I have a message out to the seller confirming his asking price and I'll confirm once I do.
This is a summary from the seller:
The property features an existing residence situated at the front of the lot, with a large backyard. Alley access currently used for RV parking could be used for Condo addition ground floor parking. An underground basement could also be engineered to maximize square footage.
The addition conceptual drawings feature panoramic views from 2nd, and 3rd floors with a small ocean view from a large roof deck. These conceptual drawings illustrate the highest and best use of this property. Randy Russum of RRM Design SLO, walked this property and created the basic footprint of these conceptual drawings that fit within SLO County Zoning, Oceano Beautification District guidelines, etc.

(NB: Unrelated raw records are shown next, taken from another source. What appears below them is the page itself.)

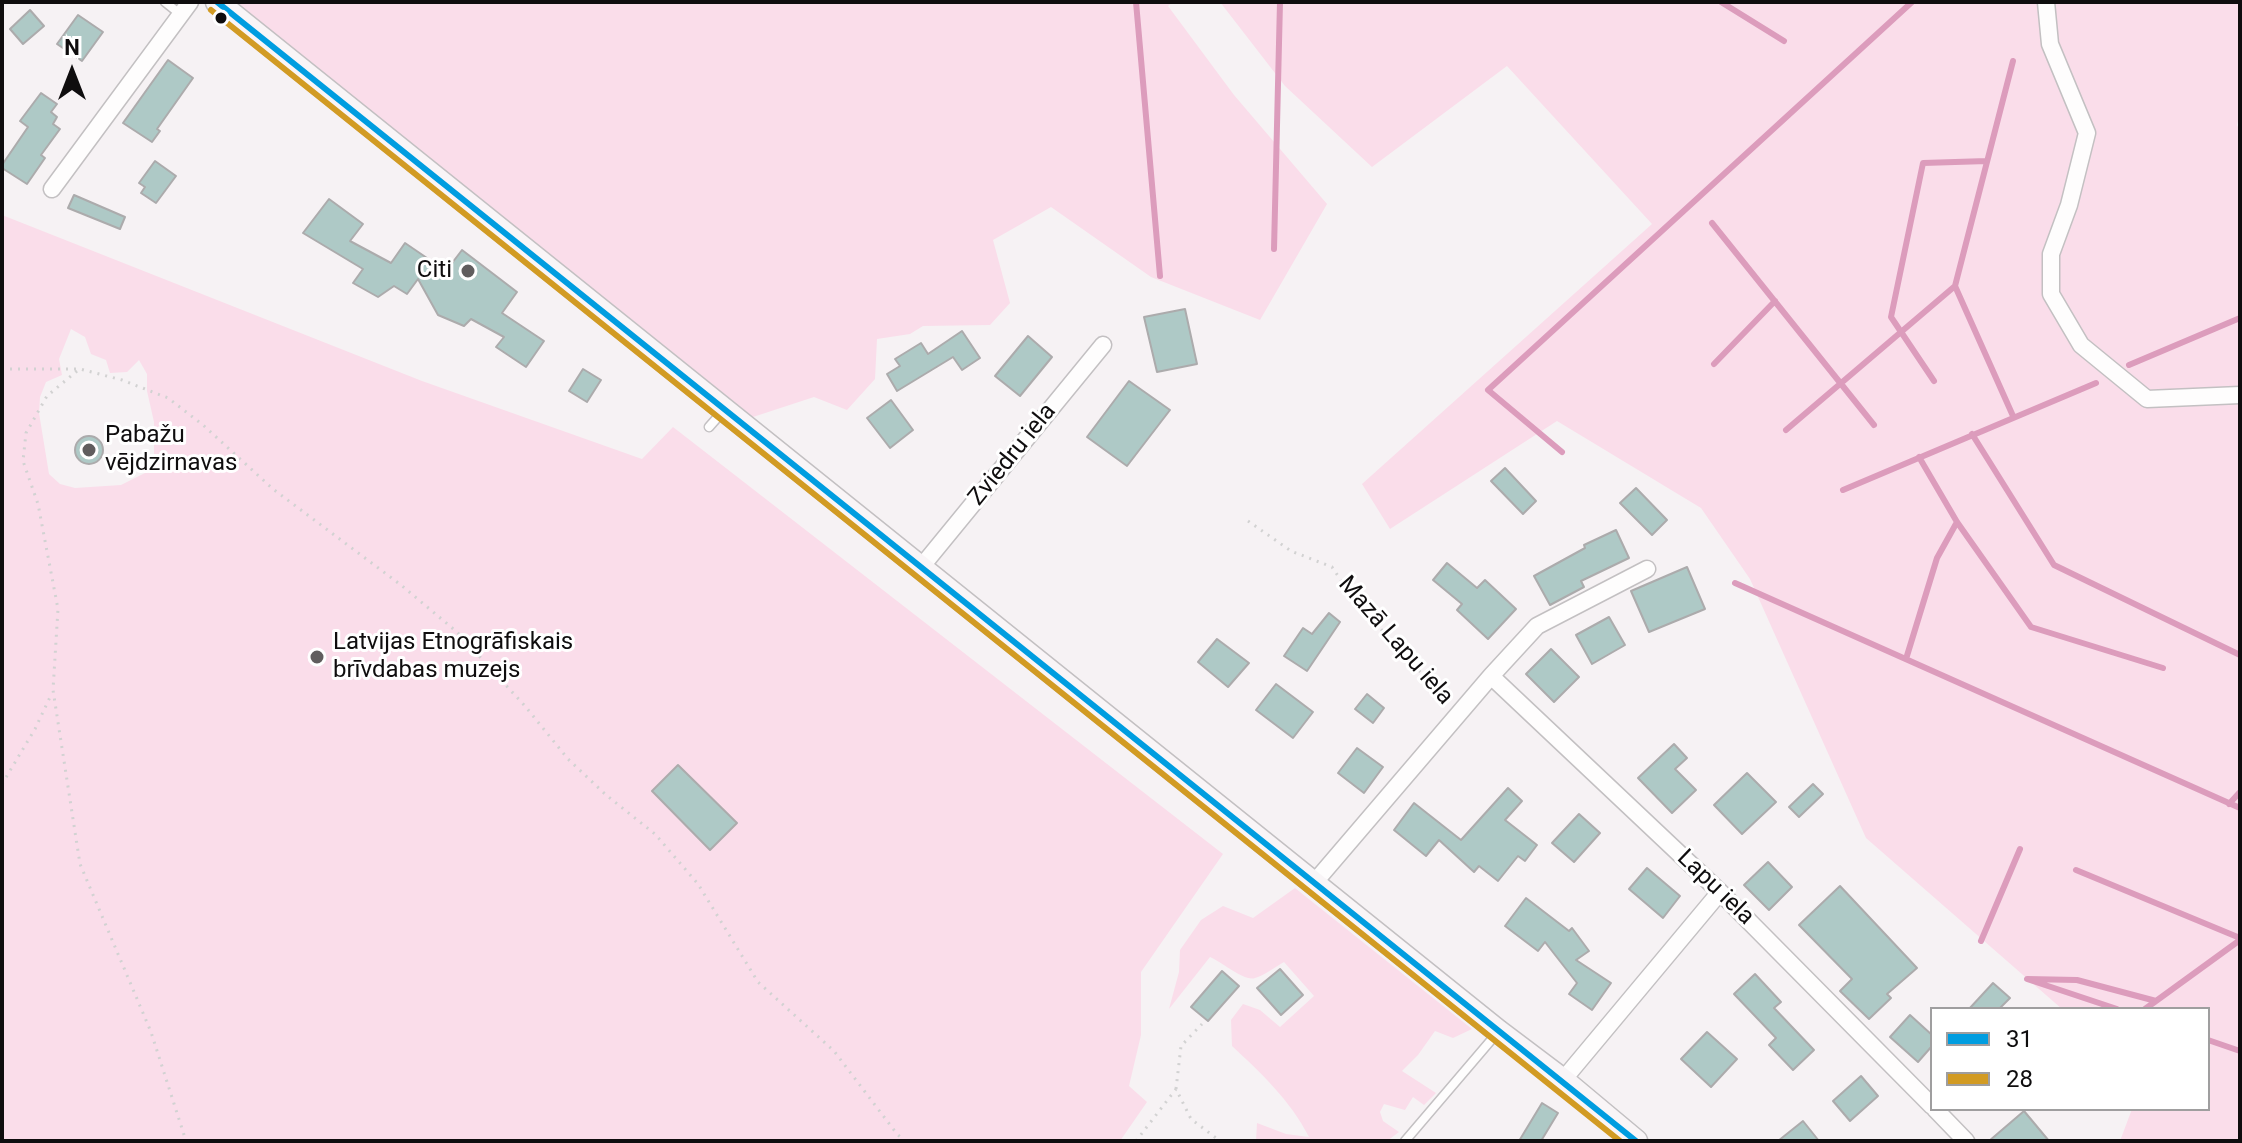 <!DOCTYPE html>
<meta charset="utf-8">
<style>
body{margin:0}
#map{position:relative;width:2242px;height:1143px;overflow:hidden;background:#f6f2f4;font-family:Roboto,sans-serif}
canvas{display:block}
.frame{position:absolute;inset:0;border:4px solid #0f0d0e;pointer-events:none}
.legend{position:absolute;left:1930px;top:1007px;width:280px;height:104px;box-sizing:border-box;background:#fff;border:2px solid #9f9e9f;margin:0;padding:10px 14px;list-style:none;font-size:24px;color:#0f0d0e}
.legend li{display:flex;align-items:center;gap:16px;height:40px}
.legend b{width:40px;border:2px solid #9f9e9f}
.north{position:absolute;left:32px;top:32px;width:80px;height:80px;-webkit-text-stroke:6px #fff;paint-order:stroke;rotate:0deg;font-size:22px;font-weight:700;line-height:32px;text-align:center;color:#0f0d0e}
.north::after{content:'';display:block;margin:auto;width:28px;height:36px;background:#0f0d0e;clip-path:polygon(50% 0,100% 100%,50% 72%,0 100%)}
</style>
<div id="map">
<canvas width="2242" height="1143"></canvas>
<div class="frame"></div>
<ul class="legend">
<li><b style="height:10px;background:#009de0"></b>31</li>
<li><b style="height:10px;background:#d29b23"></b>28</li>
</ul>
<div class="north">N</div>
</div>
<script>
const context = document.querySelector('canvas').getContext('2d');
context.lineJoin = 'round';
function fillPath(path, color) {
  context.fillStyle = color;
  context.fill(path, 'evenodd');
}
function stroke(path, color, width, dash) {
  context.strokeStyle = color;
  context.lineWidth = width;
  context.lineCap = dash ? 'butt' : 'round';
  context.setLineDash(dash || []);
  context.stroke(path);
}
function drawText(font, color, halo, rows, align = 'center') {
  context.font = font + ' Roboto,sans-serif';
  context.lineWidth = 6;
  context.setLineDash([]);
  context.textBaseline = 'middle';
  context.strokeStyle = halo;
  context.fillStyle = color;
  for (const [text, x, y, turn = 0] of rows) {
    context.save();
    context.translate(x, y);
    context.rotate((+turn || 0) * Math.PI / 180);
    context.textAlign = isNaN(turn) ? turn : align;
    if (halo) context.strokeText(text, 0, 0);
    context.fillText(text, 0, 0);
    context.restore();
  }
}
fillPath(new Path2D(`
 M 235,2 L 1173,2 L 1168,6 L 1234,95 L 1327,204 L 1260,320 L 1151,277 L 1051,207 L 993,240 L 1010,303 L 990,325 L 923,326 L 910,334 L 877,339 L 875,379 L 847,410 L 814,397 L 753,417 Z
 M 1220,2 L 2238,2 L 2240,7 L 2240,113 L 2237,125 L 2240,131 L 2240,1141 L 2120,1141 L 2132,1109 L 2208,1109 L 2208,1009 L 2062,1009 L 1866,838 L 1750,579 L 1701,508 L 1557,421 L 1390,529 L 1362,484 L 1652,224 L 1507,66 L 1372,167 L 1285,86 Z
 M 2,215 L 422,381 L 642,459 L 673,427 L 1223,854 L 1141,972 L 1141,1035 L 1129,1086 L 1147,1102 L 1120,1141 L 2,1141 ZM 71,329 L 85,337 L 91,354 L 106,360 L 110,373 L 127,372 L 139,360 L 147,374 L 147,391 L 154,422 L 154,456 L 149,471 L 121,485 L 75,488 L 60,484 L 49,474 L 39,413 L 40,397 L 46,382 L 62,375 L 59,359 Z
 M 1295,888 L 1472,1029 L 1453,1038 L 1435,1031 L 1418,1055 L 1402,1071 L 1436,1093 L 1424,1105 L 1413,1097 L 1405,1110 L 1384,1104 L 1380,1112 L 1383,1121 L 1399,1132 L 1387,1141 L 1256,1141 L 1257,1123 L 1286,1134 L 1309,1137 C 1290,1100 1262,1074 1232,1046 L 1231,1020 L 1243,1004 L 1260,1010 L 1280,1027 L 1314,996 L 1284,962 C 1275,967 1265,975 1255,978 C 1245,982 1222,962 1210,957 L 1169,1009 L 1179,972 L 1180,950 L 1201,920 L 1223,906 L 1253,918 Z`), '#faddea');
stroke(new Path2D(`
 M 1136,2 L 1160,276
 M 1721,2 L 1784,41
 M 1712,223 L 1874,425
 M 1274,249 L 1280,2
 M 1955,286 L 2013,416
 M 1714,364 L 1775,301
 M 2129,365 L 2240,318
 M 1934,381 L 1891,317 L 1923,163 L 1987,161
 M 1786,430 L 1955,286 L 2013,61
 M 1972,434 L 2054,565 L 2240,655
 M 1562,452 L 1488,390 L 1912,2
 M 1919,457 L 1957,522 L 2031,627 L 2163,668
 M 1843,490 L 2096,383
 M 1735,583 L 2240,808
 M 1906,659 L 1937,558 L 1957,522
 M 2229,804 L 2240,792
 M 2076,870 L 2240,938
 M 1981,941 L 2020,849
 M 2117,1009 L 2027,979 L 2077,980 L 2156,1001
 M 2145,1009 L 2240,940
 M 2208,1040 L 2240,1051`), '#dc9cbc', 6);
const building = new Path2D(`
 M 30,10 L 44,26 L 23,44 L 10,29 Z
 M 78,15 L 103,32 L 82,61 L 57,44 Z
 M 168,60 L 193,78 L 157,129 L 160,131 L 152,142 L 123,123 Z
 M 41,93 L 57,104 L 51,112 L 57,117 L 53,124 L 60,129 L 41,155 L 45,158 L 27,184 L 2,168 L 2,165 L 28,127 L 20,121 Z
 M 155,161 L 176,176 L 156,203 L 141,193 L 145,187 L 139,183 Z
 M 74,195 L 125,217 L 120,229 L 68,208 Z
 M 329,199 L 363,224 L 350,241 L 391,263 L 405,243 L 446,271 L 462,250 L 517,292 L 502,313 L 544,341 L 526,367 L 496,347 L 504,337 L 471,319 L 464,326 L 438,315 L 418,279 L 407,294 L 394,286 L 378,297 L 353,283 L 363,269 L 303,233 Z
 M 1185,309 L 1197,364 L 1157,372 L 1144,317 Z
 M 962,331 L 980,358 L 962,370 L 953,357 L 897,391 L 887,374 L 900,366 L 895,359 L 921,343 L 928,354 Z
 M 1028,336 L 1052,357 L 1020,396 L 995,376 Z
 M 583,369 L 601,380 L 587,402 L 569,391 Z
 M 1129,381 L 1170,410 L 1127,466 L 1087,437 Z
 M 891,400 L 913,430 L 890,448 L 867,418 Z
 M75 450a14 14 0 1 1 28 0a14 14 0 1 1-28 0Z
 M 1505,468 L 1536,501 L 1523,514 L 1491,481 Z
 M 1636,488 L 1667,520 L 1652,535 L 1620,503 Z
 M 1616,530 L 1629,558 L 1581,581 L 1584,587 L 1550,605 L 1534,576 L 1585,548 L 1584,545 Z
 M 1447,563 L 1477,588 L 1485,580 L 1516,609 L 1488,639 L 1457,610 L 1462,604 L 1433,580 Z
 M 1687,567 L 1705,609 L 1649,632 L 1631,591 Z
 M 1329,613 L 1340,622 L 1307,671 L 1284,656 L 1303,628 L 1312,634 Z
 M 1609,617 L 1625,645 L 1592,664 L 1576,635 Z
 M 1217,639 L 1249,663 L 1228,687 L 1198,662 Z
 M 1551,649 L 1579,677 L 1554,702 L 1526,674 Z
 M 1276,684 L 1313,712 L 1293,738 L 1256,710 Z
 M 1367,694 L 1384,708 L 1373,723 L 1355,709 Z
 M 1674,744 L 1687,758 L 1675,769 L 1696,790 L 1672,813 L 1638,778 Z
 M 1357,748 L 1383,767 L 1364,793 L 1338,773 Z
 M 678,765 L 737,823 L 710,850 L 652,791 Z
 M 1747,773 L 1776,802 L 1742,834 L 1714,805 Z
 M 1813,784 L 1823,794 L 1799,817 L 1789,807 Z
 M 1508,788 L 1522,801 L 1505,820 L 1537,845 L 1525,861 L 1518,856 L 1498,881 L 1479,866 L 1474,872 L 1439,840 L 1426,856 L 1394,830 L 1414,803 L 1461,840 Z
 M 1579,814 L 1600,833 L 1574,862 L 1552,843 Z
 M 1768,862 L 1792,887 L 1769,910 L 1744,885 Z
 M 1647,868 L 1680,896 L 1663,918 L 1629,889 Z
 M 1840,886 L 1917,968 L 1887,994 L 1891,998 L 1869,1019 L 1840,991 L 1852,979 L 1799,925 Z
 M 1526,898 L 1569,931 L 1572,928 L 1589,951 L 1576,960 L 1611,983 L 1592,1010 L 1569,994 L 1577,983 L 1545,942 L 1538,951 L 1505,926 Z
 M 1280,969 L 1303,995 L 1281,1015 L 1257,988 Z
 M 1222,971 L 1239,986 L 1208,1021 L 1191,1007 Z
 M 1755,974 L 1781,1002 L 1774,1008 L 1814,1050 L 1793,1070 L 1769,1045 L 1776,1038 L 1734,994 Z
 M 1993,983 L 2010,998 L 1999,1009 L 1969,1009 Z
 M 1910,1015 L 1932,1035 L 1932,1046 L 1918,1062 L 1890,1037 Z
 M 1707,1032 L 1737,1059 L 1711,1087 L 1681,1059 Z
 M 1861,1076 L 1878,1096 L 1850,1121 L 1833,1101 Z
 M 1542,1103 L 1558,1113 L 1541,1141 L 1519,1141 Z
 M 2024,1111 L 2049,1141 L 1989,1141 Z
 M 1803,1121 L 1819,1141 L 1778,1141 Z`);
fillPath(building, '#aec9c6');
stroke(building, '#acabac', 2);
const service = new Path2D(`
 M 165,2 L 180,14
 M 709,427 L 724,410
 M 1405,1141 L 1498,1032`);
const minor = new Path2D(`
 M 2046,2 L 2050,44 L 2087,133 L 2069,205 L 2051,254 L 2051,294 L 2081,345 L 2147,399 L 2240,395
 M 52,189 L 190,2
 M 922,566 L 1103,345
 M 1491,676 L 1720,892 L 1932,1106
 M 1314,883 L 1491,676 L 1537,626 L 1647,569
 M 1563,1080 L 1720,892
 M 1935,1109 L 1966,1141`);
const secondary = new Path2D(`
 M 217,2 L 1498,1031 L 1563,1080 L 1636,1141`);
stroke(service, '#c3c0c2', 11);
stroke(minor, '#c3c0c2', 19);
stroke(secondary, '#c3c0c2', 25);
stroke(new Path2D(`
 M 2,369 L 80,369 L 122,380 L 168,398 L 203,425 L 273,489 L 401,585 L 457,632 L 525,706 L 568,759 L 606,795 L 655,834 L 698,884 L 758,982 L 834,1051 L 897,1134 L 905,1141
 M 77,371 L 47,396 L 26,433 L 23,461 L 38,504 L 58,609 L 53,690 L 80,864 L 151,1032 L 186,1141
 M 1248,521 L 1291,551 L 1332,567 L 1354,600 L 1448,702
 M 2,784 L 35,729 L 52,693
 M 1176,1089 L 1181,1046 L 1202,1024
 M 1136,1141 L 1176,1089 L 1191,1119 L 1220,1141`), '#d2d2d2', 3, [2, 6]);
stroke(service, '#fefdfd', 8);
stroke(minor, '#fefdfd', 16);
stroke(secondary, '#f9f5f7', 22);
stroke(new Path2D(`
 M 217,2 L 1636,1141`), '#009de0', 6);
stroke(new Path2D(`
 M 211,10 L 1620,1141`), '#d29b23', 6);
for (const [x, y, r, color] of [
 [221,18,7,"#0f0d0e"],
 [468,271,8,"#605d5e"],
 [89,450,8,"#605d5e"],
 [317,657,8,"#605d5e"]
]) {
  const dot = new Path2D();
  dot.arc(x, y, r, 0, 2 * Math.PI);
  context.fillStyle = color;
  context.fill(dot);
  stroke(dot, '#fff', 3);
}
drawText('24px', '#0f0d0e', '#fff', [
 ["Citi",452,271,"right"],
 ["Pabažu",105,436],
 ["vējdzirnavas",105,464],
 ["Latvijas Etnogrāfiskais",333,643],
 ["brīvdabas muzejs",333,671]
], 'left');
drawText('24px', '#0f0d0e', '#fff', [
 ["Zviedru iela",1013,455,-51],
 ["Mazā Lapu iela",1395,641,49],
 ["Lapu iela",1715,888,44]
]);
</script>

Randy has developed extensively within the county, including the design and architecture for the recently completed CHC building directly across the street. I have experience as a licensed contractor and real estate appraiser, and completed due diligence on this project feasibility assessment, obtaining preliminary approval from the fire department and other county agencies of the floorplans, etc.
The 2-3 year ROI on the investment is projected at 20-50%. Rough estimated costs to build out these renderings "vanilla" total about 2 million, depending on features and final approvals. An "as built" appraisal of addition should value the property at about 3 million or higher.
This property is located within an Economic Opportunity Zone (EOZ). The main tax benefits available with EOZ engagement are:
1. Deferral until 2026 of eligible capital gains invested
&
2. Tax-free exit upon sale of the QOF (Qualified Opportunity Fund) asset after 10 years
This property is listed for sale, however, we are open to selling half equity or more, and are flexible on terms. All reasonable investor offers will be considered. Ideally, we are looking for an all cash offer with no contingencies and a fast close. A 2 month lease back after close or longer would be of high value to seller. A 2 year leaseback and construction supervisor position, plus equity in the new construction, would give the buyer extreme advantage over other offers.
Remodel projects are underway and to be completed before showing to residential buyers. We are allowing investors to schedule a preview of the property now, if they have intentions of an all cash offer, and proof of funds.
EOZ summary :
If the EOZ route of development is taken, the sequence of events for an EOZ project are as follows:
When the property is refinanced, it is placed into a new Joint Venture (JV) and registered as a QOF (Qualified Opportunity Fund) the JV will also register as a Qualified Opportunity Zone Business (a QOZB) which allows the investors to reduce or eliminate capital gains tax.
Below is a summary of the Opportunity Zone Investment procedure. Without enrolling in this, there is still a large profit to be made even after paying capital gains tax.
Investors with eligible capital gains invest those gains into a QOF.
The QOF contributes at least 90% of the eligible gain from investors into a lower-tier partnership, hereinafter referred to as the JV, in exchange for a partnership interest.
The JV uses the QOF's cash contributions, as well as cash from other investors or obtained through financing, to acquire and either construct or improve property in an opportunity zone.
At the investor level, each investor must invest eligible capital gain into a QOF within a prescribed time period. The general rule is that an investor has 180 days from the date of the sale that generated the capital gain, but partners in a partnership may have a bit longer when the partnership itself sells the appreciated asset and passes the gain up to its partners on IRS Schedule K-1.